TASK PROMPT. Wherever the string "textAlign" appears in the records, return the line that holds it.

Stored data:
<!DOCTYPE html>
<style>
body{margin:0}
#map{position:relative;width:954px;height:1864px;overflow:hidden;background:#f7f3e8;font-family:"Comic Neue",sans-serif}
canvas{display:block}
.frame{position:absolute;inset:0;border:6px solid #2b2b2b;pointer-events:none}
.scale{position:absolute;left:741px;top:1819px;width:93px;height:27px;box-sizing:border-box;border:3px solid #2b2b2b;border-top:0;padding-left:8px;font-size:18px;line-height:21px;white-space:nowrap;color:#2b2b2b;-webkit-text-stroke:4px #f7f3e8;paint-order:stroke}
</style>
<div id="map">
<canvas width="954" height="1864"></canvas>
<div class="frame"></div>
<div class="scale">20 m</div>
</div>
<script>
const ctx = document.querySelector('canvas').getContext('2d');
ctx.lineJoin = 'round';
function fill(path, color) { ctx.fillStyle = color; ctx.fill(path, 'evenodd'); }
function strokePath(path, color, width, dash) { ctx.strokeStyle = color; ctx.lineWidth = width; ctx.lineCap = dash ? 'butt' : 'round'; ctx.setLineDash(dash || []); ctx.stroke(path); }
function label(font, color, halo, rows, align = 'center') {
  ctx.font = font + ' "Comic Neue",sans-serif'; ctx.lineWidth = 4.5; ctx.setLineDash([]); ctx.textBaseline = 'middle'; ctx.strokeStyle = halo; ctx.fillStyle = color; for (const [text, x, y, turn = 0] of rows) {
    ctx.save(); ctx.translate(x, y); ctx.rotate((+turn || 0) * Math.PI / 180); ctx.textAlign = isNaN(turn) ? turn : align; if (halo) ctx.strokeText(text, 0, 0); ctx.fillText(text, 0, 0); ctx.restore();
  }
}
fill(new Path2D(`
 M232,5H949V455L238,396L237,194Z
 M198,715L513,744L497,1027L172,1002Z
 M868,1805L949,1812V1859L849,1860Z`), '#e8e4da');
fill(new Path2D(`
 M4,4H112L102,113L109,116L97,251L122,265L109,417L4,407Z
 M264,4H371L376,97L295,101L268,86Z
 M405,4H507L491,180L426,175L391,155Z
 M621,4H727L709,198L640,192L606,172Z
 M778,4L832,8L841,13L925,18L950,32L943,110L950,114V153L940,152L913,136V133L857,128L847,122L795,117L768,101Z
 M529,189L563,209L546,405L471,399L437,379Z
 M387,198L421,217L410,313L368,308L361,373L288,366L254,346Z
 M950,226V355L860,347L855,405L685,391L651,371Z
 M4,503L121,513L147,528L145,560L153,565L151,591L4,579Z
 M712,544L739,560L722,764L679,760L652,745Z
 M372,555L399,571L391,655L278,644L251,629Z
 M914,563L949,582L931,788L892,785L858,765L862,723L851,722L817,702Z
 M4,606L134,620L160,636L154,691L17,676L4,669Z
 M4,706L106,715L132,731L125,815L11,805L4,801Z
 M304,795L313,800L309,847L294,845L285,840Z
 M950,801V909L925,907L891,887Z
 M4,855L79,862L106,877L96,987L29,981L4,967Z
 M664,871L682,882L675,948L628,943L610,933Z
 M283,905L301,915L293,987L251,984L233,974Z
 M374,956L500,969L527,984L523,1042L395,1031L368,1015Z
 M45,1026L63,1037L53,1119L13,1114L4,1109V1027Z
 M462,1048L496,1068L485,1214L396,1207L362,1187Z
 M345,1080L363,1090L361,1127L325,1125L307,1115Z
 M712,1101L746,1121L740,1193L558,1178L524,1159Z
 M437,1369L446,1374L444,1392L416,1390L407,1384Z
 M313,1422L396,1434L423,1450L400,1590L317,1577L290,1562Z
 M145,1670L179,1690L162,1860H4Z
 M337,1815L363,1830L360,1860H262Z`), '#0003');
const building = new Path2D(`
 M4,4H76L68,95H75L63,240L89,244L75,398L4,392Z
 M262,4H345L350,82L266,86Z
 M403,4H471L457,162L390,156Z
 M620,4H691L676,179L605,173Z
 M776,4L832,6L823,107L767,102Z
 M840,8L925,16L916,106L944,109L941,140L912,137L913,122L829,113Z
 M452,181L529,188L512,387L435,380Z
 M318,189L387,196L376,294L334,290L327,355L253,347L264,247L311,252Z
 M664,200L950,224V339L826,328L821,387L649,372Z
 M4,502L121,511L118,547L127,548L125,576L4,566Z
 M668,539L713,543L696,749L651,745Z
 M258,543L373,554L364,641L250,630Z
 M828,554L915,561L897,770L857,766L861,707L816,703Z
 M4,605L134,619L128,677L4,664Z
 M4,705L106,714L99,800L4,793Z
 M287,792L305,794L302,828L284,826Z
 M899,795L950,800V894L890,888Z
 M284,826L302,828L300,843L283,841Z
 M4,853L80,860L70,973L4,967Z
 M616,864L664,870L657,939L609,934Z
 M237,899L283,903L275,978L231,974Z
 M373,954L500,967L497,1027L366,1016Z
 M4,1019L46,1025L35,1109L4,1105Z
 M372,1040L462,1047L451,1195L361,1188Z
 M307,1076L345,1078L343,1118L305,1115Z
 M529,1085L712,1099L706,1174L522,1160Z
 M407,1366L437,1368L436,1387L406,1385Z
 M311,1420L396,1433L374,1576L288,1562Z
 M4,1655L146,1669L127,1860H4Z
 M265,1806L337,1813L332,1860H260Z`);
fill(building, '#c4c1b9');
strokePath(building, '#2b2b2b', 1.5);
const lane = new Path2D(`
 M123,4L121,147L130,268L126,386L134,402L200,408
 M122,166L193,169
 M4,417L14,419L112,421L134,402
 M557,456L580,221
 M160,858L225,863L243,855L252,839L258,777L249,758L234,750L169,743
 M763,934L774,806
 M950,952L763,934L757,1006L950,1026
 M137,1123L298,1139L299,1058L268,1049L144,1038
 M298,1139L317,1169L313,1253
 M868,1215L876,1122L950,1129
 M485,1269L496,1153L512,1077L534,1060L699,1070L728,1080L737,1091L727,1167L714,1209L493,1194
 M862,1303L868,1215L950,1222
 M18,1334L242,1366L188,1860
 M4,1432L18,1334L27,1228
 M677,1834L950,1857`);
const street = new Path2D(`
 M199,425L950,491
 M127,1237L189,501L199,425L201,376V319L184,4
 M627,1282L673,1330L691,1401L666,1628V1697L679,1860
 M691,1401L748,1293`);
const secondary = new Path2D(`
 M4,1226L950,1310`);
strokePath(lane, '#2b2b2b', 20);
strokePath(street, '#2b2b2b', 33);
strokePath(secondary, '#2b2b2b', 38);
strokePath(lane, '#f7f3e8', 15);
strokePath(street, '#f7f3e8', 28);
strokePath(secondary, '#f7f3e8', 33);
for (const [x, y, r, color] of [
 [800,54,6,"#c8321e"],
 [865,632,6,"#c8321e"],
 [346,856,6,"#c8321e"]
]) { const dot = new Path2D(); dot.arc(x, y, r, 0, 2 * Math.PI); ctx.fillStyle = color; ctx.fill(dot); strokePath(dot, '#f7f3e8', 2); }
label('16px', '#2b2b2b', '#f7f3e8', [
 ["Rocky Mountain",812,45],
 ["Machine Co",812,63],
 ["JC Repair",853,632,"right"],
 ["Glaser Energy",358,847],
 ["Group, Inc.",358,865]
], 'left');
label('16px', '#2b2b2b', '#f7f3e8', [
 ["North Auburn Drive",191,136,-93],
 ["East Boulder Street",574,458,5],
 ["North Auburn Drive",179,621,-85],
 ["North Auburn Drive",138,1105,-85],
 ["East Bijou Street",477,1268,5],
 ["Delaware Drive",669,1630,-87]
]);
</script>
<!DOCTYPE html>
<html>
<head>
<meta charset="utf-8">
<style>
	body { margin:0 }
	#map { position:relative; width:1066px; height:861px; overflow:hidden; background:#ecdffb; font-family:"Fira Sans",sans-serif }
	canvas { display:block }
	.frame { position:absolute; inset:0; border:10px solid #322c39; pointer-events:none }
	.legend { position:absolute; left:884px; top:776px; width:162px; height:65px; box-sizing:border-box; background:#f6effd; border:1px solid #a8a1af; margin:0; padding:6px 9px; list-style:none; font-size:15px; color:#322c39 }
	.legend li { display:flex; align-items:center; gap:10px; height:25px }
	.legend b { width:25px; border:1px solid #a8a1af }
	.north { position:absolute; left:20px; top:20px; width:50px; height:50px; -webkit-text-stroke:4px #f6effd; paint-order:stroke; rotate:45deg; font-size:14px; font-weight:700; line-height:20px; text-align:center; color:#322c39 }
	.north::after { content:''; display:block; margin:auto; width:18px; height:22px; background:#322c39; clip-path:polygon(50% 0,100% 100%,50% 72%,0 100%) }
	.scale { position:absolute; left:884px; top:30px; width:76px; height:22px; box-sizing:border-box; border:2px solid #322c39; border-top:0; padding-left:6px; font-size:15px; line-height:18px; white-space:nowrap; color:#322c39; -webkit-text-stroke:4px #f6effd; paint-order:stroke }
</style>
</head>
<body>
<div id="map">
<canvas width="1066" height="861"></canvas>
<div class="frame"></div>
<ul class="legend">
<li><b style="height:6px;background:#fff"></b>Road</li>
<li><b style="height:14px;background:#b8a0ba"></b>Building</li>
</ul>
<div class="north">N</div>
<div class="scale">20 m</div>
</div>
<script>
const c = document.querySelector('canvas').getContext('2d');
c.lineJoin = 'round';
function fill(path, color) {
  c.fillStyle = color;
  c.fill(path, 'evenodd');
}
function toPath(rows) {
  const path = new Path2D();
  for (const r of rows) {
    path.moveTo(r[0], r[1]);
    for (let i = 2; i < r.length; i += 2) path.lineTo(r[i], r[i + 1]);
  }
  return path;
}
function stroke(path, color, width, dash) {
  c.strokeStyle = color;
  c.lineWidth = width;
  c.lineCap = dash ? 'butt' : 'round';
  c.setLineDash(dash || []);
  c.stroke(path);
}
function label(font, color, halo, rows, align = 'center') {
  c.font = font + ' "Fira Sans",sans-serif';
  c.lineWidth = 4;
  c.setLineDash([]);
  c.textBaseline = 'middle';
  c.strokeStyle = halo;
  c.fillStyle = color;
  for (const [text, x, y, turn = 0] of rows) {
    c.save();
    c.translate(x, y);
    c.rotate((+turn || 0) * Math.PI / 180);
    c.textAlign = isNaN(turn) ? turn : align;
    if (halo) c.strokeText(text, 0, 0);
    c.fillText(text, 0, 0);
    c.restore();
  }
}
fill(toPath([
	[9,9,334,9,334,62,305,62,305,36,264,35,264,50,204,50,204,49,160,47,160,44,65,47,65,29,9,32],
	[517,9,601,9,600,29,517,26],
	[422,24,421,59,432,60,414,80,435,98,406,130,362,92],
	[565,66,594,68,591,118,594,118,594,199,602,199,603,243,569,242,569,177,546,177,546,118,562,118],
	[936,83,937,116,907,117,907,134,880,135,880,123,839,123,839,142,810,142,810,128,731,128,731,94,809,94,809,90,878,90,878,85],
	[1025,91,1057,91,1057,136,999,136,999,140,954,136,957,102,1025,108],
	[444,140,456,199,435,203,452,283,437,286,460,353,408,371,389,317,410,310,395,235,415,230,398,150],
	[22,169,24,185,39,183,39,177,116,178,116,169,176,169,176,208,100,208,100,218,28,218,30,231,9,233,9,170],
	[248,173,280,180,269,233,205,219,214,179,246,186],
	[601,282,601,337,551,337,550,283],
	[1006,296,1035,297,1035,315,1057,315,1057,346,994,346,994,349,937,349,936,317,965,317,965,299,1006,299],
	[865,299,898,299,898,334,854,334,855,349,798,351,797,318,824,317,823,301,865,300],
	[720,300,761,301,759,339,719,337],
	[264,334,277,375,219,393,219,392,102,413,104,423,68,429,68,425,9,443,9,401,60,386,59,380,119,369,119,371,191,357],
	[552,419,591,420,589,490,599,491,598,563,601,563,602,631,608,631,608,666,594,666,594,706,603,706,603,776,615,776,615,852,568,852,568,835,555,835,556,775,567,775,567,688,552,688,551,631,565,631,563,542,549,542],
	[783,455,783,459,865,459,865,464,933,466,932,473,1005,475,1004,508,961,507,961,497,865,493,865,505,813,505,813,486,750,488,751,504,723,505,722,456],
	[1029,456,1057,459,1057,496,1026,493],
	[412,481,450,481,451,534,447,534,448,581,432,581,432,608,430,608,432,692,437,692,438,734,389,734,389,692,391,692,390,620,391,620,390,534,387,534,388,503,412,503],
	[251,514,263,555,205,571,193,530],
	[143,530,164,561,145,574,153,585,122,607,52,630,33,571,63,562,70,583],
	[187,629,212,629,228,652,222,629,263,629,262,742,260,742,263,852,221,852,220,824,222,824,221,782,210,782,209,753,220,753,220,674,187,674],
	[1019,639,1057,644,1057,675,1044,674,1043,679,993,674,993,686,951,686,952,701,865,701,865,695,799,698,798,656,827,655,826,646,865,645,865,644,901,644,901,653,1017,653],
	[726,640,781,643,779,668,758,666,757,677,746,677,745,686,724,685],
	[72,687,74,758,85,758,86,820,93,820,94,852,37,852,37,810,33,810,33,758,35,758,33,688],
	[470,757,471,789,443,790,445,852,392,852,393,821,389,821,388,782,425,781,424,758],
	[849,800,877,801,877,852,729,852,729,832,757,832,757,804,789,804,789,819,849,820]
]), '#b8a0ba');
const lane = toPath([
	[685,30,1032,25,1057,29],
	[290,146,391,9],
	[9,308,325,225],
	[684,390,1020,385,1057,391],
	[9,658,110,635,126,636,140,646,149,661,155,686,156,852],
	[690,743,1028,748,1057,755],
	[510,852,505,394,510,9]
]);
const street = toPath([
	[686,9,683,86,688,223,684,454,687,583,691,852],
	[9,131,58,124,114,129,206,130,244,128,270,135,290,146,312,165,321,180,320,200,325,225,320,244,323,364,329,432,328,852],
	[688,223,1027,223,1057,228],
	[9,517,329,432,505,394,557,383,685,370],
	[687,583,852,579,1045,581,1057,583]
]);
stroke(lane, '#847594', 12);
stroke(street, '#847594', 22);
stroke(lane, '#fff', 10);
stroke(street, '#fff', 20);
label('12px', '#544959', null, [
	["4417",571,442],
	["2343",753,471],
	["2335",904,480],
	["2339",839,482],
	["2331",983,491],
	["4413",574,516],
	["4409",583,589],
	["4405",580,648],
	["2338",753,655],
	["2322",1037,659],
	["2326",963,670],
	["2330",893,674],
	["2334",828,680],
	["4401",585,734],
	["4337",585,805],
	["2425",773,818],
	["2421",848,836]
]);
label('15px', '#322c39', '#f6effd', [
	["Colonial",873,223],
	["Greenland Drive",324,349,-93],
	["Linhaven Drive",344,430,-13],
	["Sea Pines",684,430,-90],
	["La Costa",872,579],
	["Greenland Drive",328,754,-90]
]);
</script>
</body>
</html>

TASK ANSWER.
    ctx.save(); ctx.translate(x, y); ctx.rotate((+turn || 0) * Math.PI / 180); ctx.textAlign = isNaN(turn) ? turn : align; if (halo) ctx.strokeText(text, 0, 0); ctx.fillText(text, 0, 0); ctx.restore();
    c.textAlign = isNaN(turn) ? turn : align;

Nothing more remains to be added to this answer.